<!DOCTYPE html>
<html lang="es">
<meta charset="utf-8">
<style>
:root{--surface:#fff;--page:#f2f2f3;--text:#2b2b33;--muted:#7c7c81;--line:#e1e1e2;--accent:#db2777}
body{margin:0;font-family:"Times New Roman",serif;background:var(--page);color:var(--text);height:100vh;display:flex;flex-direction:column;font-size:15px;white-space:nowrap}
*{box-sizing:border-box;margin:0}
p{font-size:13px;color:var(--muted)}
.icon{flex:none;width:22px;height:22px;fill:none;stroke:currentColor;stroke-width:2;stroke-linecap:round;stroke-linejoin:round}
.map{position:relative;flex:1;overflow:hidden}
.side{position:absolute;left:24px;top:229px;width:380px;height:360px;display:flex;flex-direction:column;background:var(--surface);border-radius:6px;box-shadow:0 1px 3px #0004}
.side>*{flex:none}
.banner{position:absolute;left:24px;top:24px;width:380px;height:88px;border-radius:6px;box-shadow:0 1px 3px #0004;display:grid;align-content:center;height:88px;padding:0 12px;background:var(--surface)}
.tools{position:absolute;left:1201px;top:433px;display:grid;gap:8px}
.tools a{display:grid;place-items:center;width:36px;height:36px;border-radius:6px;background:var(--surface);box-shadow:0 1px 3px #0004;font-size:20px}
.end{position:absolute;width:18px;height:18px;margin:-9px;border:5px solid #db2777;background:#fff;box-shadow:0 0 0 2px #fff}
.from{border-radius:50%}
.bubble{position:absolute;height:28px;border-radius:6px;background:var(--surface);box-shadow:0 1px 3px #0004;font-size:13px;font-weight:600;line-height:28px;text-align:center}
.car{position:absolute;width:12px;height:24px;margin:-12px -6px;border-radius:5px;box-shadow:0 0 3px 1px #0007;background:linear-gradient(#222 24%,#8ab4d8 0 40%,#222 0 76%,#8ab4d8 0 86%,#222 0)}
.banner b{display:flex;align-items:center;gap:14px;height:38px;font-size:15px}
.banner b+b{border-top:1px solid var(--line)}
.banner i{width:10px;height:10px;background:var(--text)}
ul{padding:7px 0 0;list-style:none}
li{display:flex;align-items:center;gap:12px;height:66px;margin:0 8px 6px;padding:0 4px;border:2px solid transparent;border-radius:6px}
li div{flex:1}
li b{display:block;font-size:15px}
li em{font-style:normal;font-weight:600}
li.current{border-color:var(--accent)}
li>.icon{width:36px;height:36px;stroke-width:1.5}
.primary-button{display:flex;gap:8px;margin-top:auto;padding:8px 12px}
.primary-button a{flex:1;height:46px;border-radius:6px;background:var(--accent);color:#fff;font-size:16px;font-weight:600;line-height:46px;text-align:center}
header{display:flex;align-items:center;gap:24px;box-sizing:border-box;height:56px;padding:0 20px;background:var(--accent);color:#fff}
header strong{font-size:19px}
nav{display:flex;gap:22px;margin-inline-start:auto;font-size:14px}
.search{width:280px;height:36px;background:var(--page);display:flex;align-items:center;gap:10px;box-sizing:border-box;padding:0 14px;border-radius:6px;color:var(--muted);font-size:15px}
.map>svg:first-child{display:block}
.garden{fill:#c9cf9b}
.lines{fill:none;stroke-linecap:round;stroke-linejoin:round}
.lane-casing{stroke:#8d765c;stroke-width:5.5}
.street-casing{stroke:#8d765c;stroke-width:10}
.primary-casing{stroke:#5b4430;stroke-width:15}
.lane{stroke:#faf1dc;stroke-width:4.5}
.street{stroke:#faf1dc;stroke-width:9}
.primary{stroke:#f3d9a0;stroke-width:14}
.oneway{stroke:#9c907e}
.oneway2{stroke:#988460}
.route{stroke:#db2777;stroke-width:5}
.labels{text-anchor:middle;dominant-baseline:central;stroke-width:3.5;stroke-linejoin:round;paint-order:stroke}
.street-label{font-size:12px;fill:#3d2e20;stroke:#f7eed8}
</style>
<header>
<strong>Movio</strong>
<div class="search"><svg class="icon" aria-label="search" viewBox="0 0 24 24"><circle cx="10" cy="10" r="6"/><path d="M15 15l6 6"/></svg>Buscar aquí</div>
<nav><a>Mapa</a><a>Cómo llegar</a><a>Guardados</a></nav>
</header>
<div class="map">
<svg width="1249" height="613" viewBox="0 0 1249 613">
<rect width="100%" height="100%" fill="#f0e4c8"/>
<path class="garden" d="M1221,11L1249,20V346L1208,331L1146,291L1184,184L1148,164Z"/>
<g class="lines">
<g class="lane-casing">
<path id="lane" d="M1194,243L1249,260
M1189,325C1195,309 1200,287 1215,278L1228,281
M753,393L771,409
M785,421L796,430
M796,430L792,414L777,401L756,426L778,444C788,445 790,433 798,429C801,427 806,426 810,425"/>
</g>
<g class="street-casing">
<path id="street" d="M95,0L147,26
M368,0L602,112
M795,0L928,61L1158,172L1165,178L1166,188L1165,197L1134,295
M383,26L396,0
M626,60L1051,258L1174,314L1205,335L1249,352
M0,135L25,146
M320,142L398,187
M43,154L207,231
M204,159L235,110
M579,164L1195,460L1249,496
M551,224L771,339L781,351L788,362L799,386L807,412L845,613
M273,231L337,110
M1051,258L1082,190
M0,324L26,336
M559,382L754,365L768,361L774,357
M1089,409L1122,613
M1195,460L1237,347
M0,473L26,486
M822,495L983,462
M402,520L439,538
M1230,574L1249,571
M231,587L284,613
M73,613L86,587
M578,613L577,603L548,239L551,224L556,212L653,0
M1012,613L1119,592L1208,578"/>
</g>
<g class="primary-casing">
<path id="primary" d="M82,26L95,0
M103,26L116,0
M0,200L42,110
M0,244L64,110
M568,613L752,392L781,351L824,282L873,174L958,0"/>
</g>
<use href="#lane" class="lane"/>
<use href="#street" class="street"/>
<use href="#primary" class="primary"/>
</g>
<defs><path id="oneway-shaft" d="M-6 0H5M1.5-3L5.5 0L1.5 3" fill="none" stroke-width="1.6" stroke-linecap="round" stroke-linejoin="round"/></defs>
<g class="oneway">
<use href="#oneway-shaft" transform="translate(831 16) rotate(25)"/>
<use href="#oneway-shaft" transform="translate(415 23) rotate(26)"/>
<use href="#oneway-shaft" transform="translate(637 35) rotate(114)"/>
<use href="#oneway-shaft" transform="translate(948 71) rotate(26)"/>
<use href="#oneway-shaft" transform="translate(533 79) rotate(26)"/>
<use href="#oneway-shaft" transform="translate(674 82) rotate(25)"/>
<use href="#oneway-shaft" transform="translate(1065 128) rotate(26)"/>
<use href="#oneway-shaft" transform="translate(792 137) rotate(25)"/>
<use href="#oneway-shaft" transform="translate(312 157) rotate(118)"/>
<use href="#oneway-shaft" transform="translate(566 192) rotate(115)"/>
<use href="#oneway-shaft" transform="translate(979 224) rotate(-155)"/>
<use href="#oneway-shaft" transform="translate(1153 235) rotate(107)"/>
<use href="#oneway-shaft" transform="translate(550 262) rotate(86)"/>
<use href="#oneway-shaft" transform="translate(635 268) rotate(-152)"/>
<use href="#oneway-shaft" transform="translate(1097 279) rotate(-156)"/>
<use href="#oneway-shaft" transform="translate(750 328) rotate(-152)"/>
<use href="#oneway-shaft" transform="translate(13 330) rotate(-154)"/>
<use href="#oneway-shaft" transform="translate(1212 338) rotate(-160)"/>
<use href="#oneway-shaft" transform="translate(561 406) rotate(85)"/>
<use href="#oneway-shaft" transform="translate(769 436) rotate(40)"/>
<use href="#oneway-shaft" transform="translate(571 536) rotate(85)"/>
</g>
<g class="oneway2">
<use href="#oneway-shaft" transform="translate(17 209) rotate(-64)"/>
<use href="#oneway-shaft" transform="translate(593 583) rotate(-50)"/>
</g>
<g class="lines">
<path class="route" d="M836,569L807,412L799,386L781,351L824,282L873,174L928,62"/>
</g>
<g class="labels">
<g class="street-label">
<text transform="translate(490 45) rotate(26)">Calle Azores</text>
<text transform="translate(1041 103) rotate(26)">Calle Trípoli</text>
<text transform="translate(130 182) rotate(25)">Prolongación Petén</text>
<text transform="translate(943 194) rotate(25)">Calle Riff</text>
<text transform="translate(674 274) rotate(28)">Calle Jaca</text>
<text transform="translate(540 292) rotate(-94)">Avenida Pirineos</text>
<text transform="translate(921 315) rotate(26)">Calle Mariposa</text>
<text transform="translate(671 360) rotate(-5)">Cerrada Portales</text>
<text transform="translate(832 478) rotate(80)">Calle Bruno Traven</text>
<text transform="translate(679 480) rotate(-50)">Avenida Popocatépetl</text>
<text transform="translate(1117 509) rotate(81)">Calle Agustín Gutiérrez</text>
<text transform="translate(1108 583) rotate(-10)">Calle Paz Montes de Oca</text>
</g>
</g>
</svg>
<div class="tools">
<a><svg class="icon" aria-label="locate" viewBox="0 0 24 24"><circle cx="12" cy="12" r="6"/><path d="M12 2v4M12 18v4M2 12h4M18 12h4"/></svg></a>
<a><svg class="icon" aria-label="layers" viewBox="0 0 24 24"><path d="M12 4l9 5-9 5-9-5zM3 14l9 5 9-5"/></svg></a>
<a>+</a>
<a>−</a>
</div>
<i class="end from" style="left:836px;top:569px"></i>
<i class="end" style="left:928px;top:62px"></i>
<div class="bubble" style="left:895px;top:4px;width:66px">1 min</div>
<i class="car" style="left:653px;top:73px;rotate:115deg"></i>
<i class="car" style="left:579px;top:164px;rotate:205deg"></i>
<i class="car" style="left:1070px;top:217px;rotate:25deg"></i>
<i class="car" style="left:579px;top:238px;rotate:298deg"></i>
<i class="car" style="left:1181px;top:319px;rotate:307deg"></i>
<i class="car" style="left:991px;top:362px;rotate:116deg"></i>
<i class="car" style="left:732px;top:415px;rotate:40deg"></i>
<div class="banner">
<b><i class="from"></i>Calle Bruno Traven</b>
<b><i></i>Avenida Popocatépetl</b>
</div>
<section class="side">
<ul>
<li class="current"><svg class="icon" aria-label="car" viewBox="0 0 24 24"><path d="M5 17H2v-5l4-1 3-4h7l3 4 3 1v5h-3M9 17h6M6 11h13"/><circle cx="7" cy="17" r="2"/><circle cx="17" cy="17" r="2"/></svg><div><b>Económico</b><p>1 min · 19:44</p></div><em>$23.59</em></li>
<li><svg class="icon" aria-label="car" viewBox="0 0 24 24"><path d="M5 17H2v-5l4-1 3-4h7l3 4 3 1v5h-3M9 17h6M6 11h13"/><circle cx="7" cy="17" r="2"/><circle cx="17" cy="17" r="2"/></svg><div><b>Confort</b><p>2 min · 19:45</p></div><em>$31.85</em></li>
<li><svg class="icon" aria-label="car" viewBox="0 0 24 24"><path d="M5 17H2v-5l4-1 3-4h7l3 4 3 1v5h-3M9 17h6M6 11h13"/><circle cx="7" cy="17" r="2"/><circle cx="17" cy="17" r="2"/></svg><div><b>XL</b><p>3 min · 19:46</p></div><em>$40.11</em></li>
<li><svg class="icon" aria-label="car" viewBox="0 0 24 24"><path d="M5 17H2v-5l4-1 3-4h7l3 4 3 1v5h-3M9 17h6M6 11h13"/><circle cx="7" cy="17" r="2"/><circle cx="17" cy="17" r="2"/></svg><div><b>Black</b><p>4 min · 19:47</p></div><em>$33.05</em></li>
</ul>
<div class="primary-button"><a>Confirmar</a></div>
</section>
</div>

- - -

▶ What to do
Only lines that contain the string "absolute" count; pick each one out of the records and copy it.

▶ Written solution
.side{position:absolute;left:24px;top:229px;width:380px;height:360px;display:flex;flex-direction:column;background:var(--surface);border-radius:6px;box-shadow:0 1px 3px #0004}
.banner{position:absolute;left:24px;top:24px;width:380px;height:88px;border-radius:6px;box-shadow:0 1px 3px #0004;display:grid;align-content:center;height:88px;padding:0 12px;background:var(--surface)}
.tools{position:absolute;left:1201px;top:433px;display:grid;gap:8px}
.end{position:absolute;width:18px;height:18px;margin:-9px;border:5px solid #db2777;background:#fff;box-shadow:0 0 0 2px #fff}
.bubble{position:absolute;height:28px;border-radius:6px;background:var(--surface);box-shadow:0 1px 3px #0004;font-size:13px;font-weight:600;line-height:28px;text-align:center}
.car{position:absolute;width:12px;height:24px;margin:-12px -6px;border-radius:5px;box-shadow:0 0 3px 1px #0007;background:linear-gradient(#222 24%,#8ab4d8 0 40%,#222 0 76%,#8ab4d8 0 86%,#222 0)}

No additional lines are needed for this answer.